EXERCISE OBJECTIVE >> How many lines of the records hold the string "labels"? Reply with the number alone.

*** Opening DATA UNDER STUDY ***

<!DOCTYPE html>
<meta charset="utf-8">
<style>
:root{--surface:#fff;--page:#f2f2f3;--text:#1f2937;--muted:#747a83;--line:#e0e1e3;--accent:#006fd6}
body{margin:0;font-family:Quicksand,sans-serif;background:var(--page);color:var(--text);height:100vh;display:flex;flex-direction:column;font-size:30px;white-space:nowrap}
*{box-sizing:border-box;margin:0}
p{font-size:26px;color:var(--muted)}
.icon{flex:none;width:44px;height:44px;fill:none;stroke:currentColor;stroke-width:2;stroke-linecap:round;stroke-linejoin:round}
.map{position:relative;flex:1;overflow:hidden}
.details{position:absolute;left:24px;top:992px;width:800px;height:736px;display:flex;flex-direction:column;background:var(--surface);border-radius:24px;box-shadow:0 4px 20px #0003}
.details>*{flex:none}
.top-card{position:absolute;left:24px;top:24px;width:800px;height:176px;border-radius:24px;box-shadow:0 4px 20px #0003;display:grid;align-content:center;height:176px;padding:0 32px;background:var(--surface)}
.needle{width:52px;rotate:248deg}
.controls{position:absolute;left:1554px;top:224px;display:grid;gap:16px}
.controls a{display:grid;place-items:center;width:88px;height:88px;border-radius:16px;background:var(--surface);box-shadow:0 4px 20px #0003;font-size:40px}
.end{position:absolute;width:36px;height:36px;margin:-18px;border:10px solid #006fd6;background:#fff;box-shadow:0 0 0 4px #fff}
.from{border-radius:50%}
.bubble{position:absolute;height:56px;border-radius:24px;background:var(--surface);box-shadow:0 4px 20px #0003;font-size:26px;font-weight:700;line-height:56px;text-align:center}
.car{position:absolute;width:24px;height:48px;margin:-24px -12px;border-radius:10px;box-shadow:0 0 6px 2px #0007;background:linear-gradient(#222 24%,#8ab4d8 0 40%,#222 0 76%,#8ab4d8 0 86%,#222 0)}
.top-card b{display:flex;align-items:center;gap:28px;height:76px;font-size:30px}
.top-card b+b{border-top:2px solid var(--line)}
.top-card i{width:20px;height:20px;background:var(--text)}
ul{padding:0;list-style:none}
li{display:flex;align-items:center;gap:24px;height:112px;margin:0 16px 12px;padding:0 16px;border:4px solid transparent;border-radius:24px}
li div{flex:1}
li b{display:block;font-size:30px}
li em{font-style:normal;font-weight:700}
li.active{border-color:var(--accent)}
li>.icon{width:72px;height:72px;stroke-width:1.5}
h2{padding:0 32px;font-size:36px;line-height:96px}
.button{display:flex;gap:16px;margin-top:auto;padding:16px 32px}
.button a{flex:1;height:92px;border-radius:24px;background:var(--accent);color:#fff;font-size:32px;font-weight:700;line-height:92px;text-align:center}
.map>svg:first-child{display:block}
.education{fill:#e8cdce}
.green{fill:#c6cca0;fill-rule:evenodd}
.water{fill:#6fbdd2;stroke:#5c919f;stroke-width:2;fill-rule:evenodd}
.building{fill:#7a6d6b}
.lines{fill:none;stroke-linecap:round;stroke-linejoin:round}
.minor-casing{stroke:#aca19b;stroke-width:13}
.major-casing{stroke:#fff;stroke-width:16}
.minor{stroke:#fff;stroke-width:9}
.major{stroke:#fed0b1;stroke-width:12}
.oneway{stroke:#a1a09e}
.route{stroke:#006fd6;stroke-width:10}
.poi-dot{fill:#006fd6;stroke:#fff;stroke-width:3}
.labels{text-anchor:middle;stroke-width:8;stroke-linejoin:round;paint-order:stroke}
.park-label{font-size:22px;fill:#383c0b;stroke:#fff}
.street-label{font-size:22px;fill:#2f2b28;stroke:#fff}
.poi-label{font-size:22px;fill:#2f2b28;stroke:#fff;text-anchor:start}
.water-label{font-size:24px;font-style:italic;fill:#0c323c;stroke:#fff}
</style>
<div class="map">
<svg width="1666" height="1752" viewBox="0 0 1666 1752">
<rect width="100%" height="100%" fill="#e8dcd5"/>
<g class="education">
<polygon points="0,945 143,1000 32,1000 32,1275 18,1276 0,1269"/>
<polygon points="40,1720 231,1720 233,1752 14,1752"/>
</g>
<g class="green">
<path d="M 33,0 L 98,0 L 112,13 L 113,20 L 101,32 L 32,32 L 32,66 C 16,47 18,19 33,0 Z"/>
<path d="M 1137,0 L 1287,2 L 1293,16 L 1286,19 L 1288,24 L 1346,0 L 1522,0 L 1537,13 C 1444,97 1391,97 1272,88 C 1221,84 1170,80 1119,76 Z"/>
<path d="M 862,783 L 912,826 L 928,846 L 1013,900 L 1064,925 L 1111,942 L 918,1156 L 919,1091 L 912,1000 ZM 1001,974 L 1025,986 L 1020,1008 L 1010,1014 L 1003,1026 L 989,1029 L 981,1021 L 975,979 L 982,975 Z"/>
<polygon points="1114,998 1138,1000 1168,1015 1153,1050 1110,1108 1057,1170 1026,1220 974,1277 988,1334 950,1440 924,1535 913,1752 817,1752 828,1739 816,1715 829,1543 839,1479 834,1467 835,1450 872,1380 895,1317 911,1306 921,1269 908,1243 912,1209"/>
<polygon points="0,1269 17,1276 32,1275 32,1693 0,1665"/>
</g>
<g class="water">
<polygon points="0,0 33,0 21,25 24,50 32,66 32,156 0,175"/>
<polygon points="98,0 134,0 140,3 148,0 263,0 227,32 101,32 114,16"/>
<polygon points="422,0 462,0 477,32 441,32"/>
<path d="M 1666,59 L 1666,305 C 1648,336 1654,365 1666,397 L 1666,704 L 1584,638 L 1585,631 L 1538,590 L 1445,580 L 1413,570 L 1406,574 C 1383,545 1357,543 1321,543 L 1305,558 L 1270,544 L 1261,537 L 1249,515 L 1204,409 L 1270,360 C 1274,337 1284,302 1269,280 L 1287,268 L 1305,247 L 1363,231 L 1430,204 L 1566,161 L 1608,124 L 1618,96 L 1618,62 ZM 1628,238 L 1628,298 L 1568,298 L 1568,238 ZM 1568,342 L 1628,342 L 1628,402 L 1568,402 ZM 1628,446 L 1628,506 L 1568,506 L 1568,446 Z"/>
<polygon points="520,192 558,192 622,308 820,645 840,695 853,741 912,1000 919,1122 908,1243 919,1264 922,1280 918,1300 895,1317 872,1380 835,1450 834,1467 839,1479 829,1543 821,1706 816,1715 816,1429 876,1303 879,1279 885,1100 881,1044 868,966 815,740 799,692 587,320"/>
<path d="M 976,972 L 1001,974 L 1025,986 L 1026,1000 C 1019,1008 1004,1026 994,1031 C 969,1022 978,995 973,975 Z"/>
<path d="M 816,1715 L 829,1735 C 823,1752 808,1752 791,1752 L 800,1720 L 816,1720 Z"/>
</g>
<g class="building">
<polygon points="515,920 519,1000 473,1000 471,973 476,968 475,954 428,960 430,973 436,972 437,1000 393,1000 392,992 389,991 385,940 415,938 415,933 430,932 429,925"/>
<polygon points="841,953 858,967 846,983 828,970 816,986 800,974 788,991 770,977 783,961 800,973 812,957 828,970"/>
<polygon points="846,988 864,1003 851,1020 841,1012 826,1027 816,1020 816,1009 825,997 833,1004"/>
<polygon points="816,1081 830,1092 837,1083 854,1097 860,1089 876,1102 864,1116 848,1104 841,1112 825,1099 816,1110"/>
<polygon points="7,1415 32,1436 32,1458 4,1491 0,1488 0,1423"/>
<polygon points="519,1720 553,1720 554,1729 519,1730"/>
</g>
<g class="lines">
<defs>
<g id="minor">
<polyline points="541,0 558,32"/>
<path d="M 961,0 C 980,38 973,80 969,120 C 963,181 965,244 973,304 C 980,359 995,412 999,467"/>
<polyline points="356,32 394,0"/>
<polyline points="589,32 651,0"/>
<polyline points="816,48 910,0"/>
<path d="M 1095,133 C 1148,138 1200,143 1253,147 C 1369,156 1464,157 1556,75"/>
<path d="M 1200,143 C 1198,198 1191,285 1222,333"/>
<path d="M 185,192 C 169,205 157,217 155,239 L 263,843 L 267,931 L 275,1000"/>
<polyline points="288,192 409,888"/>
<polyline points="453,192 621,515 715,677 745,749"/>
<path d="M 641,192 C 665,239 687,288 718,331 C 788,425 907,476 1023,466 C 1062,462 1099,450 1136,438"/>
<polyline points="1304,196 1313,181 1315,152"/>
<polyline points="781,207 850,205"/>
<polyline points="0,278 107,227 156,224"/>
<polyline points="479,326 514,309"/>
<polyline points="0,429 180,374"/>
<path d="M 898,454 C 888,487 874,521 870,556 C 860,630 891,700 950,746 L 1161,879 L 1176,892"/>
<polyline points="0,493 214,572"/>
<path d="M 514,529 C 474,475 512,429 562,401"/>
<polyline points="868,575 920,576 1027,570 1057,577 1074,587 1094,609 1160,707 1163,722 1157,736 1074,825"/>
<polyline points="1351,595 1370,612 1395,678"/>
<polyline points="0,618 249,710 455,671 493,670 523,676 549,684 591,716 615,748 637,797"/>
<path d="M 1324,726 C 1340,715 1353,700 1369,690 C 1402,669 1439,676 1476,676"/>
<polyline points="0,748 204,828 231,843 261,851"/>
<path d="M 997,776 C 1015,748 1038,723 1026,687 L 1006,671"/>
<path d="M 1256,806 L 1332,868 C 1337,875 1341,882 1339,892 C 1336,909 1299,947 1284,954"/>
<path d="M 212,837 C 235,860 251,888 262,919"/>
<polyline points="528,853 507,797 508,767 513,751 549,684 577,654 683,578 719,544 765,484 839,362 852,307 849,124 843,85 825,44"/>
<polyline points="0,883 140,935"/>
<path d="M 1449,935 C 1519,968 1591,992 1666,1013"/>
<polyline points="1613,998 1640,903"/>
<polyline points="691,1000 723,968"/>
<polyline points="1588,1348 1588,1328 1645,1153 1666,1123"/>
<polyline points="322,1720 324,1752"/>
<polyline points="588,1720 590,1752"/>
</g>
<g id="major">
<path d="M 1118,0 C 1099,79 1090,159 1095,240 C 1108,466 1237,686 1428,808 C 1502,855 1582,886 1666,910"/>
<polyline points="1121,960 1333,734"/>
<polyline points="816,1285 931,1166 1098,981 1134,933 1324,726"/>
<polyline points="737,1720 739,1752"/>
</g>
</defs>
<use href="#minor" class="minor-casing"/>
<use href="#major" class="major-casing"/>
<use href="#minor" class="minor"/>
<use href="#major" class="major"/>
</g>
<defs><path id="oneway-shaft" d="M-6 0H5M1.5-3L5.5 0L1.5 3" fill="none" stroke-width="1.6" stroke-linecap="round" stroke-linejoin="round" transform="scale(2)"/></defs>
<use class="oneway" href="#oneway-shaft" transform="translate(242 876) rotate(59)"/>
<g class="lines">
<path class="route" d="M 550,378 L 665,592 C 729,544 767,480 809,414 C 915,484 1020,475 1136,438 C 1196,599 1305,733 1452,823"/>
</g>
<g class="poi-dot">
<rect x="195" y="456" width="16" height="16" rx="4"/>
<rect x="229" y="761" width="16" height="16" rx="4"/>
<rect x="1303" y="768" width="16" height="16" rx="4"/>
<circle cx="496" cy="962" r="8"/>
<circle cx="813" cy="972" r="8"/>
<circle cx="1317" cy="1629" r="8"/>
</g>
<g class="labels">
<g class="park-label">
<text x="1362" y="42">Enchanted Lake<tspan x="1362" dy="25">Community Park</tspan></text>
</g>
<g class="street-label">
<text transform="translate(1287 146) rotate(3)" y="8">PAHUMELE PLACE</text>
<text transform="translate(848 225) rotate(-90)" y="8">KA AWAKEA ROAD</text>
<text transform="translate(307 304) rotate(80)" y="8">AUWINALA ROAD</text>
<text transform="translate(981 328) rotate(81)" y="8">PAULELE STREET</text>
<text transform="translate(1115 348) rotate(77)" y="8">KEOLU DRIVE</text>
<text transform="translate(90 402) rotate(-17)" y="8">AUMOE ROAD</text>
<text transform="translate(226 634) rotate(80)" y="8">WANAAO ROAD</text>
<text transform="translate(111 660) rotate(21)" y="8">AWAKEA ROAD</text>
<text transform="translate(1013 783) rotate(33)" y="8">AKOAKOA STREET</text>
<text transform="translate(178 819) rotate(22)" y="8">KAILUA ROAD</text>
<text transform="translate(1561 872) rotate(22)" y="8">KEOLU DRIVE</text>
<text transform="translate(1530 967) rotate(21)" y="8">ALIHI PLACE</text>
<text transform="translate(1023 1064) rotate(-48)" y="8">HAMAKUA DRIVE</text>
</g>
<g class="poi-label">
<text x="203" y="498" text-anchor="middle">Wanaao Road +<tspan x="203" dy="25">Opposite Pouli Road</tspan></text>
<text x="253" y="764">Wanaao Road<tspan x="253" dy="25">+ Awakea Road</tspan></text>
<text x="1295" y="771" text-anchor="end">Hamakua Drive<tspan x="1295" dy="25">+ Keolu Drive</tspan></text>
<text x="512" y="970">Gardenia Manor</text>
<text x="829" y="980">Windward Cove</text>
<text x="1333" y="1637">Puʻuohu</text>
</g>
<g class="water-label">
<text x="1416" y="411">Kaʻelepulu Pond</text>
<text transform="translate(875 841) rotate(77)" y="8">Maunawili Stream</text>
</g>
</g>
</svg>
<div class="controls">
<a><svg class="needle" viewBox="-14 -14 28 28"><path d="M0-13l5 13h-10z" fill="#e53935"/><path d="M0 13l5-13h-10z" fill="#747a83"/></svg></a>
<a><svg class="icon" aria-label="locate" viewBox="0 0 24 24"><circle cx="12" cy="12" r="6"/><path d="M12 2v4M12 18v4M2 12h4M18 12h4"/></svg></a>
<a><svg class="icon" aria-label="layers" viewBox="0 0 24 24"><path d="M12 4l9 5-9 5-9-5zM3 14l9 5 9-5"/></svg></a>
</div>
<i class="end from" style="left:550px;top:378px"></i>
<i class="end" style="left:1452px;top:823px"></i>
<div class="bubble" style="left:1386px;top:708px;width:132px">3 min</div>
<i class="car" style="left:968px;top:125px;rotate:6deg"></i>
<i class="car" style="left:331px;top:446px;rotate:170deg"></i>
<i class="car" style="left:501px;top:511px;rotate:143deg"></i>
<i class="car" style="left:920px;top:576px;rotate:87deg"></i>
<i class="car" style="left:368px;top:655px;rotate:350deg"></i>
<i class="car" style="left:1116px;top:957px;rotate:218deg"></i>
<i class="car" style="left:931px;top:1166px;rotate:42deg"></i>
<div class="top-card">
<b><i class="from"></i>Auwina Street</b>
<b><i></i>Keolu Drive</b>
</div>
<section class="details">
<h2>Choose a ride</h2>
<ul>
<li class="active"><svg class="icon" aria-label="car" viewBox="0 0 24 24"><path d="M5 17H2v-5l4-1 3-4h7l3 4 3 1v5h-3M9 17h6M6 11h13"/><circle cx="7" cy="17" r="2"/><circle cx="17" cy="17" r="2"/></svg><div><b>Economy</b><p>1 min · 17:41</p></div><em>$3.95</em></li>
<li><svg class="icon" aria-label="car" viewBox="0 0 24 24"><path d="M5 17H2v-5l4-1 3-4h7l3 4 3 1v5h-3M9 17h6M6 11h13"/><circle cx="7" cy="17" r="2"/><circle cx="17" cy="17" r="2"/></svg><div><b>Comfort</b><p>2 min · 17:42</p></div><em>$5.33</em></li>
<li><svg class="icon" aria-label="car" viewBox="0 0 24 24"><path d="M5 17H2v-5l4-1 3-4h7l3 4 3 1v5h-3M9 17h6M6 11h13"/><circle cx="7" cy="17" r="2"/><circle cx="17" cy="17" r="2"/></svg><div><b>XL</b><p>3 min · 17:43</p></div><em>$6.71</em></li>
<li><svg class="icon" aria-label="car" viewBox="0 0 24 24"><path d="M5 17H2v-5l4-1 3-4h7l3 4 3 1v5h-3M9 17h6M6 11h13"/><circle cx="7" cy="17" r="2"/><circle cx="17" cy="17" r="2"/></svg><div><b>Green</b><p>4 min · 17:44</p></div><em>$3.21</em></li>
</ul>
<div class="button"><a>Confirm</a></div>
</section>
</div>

*** Closing DATA UNDER STUDY ***

ANSWER FOR THE TASK >> 2